Exhausted by the myriad of reports from the Fed-weekend in Jackson Hole I managed to follow at least partly - while "clearing the brushes" on my modest plot of land - one core issue arose that did not get covered in those blogs who otherwise did an outstanding job of bringing us everything newsworthy from the event. Hat tips to Mark Thoma, David Altig, Tim Iacono, and Michael Shedlock. Sorry, I adhere to a 5-day week.
Will chairman Alan Greenspan, once even hailed as "the maestro" be able to save his wreath of honour into retirement which is 155 days away? Given the developments in the energy sector, the housing market, the non-core inflation outlook and the delicate fragility of economic growth lately it could as well happen that the public (and especially politicians with plummeting approval ratings) will look for a target that they can aim their rotten apples, eggs or tomatoes at.

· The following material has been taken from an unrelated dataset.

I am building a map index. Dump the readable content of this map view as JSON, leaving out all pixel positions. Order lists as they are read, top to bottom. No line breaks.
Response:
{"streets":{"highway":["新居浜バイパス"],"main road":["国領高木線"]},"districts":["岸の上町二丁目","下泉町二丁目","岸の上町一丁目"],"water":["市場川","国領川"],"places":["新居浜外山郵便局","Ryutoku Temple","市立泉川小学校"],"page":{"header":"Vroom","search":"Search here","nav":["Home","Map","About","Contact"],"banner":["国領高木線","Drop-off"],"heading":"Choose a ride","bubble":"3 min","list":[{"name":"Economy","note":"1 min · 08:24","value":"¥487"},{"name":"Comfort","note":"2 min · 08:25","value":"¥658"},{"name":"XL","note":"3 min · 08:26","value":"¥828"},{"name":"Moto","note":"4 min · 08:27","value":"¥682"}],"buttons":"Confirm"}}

Why is it that the echo of all the voices and writings about Greenspan suddenly sounds far less reverential than it did only a few weeks ago? Half the world has been abuzz the housing bubble in the US for quite some time. Greenspan has only recently strenghtened his speech from tame "regional bubbles" to "froth" and now to "the bubble" when he was talking about the property boom.

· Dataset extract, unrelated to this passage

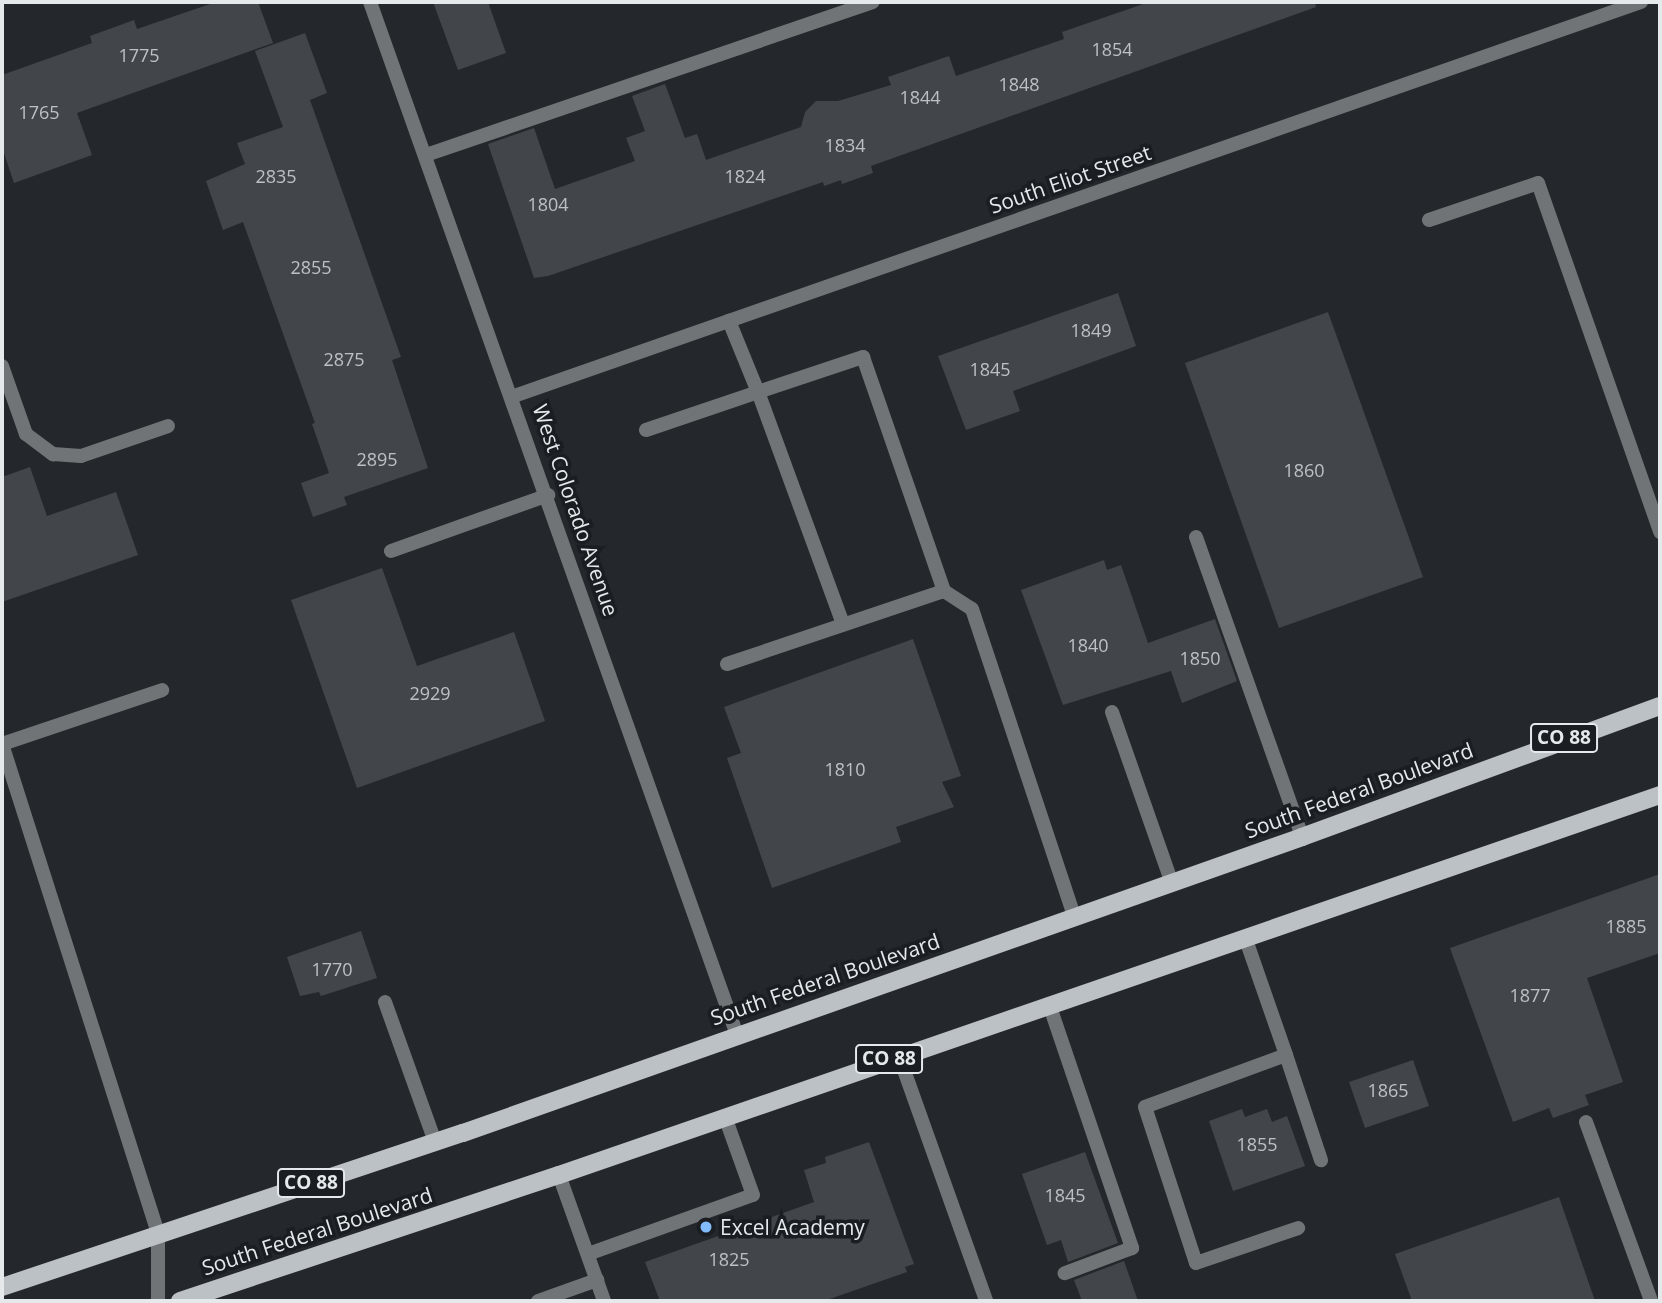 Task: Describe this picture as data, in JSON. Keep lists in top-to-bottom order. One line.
{"streets":{"main road":["CO 88","South Federal Boulevard"],"street":["South Eliot Street","West Colorado Avenue"]},"crossings":[["South Eliot Street","West Colorado Avenue"],["West Colorado Avenue","South Federal Boulevard"]],"places":["Excel Academy"],"house_numbers":["1854","1775","1848","1844","1765","1834","2835","1824","1804","2855","1849","2875","1845","2895","1860","1840","1850","2929","1810","1885","1770","1877","1865","1855","1845","1825"]} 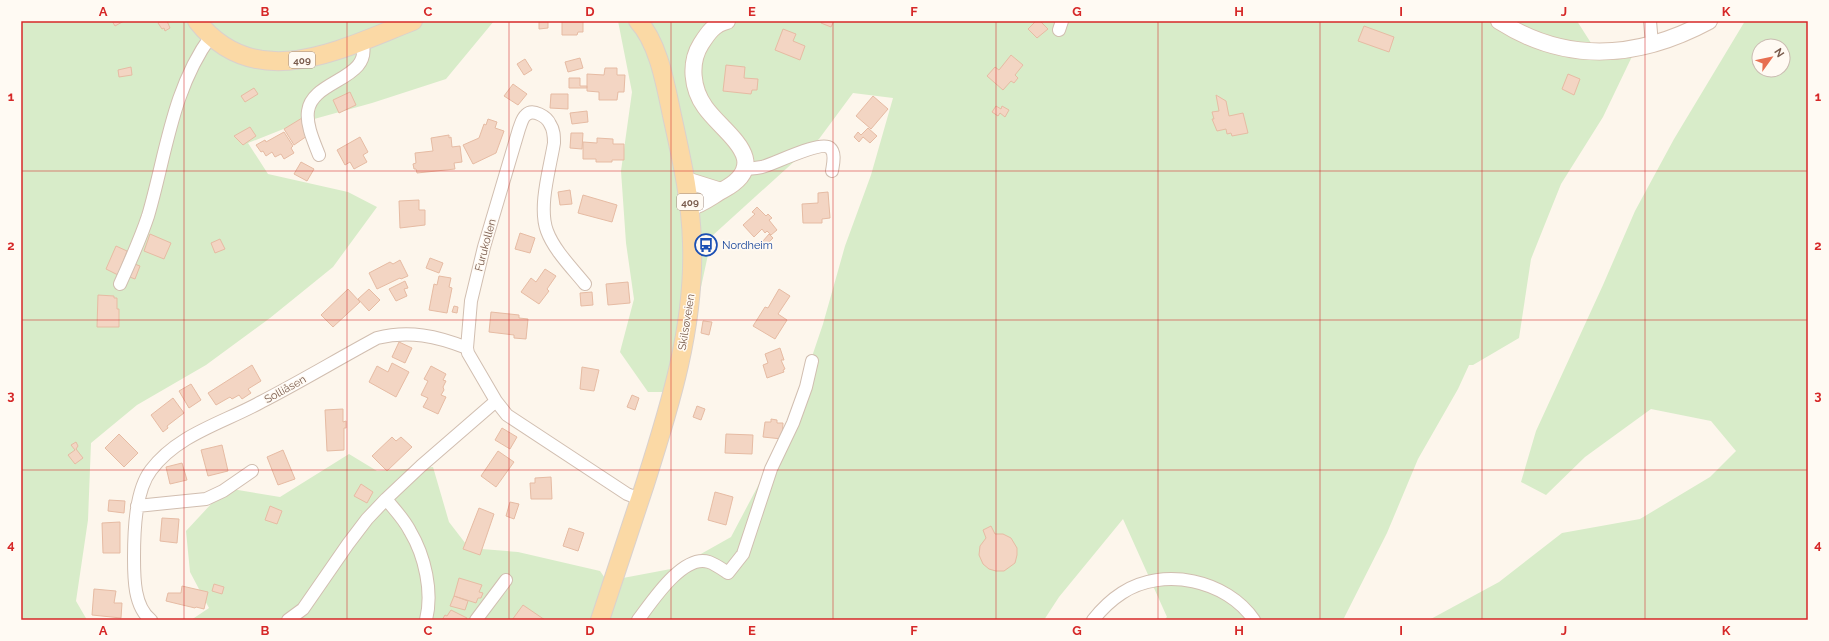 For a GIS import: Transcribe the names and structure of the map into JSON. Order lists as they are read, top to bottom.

It seems as the world is finally coming face to face with the fact of record oil prices, the federal, local and personal indebtedness in the US, a wealth illusion built on low interest rates and a decaying infrastructure while under competitive pressure from the two emerging Asian giants China and India. Compiling these facts and several handful more listed in the post "FRB's Kohn: When the Unexpected Inevitably Occurs" it is understandable that people will begin to look for excuses.
Looking for a scapegoat is quite easy in hindsight. "Easy Al", so the maestro's new nickname has done too little, too late, a concern voiced first by his predecessor Paul Volcker who said in April, "Altogether the circumstances seem to me as dangerous and intractable as any I can remember, and I can remember quite a lot. What really concerns me is that there seems to be so little willingness or capacity to do much about it." In a TV interview Volcker then had also warned about "the lot of dollars we recently printed."
There is a growing concern that the acting Fed chairman was too accommodating in removing the accommodative interest rate policy of the new millennium with his 25 basis point hikes.
Greenspan's final days at the Fed could now indeed become a race with history. At $60 per barrel Greenspan said this could shave 0.75 percentage points of GDP growth. So what will $70 oil do to the economy, assuming the official forecast still stands at 3.5 percent growth in 2005, before taking into account adverse oil effects?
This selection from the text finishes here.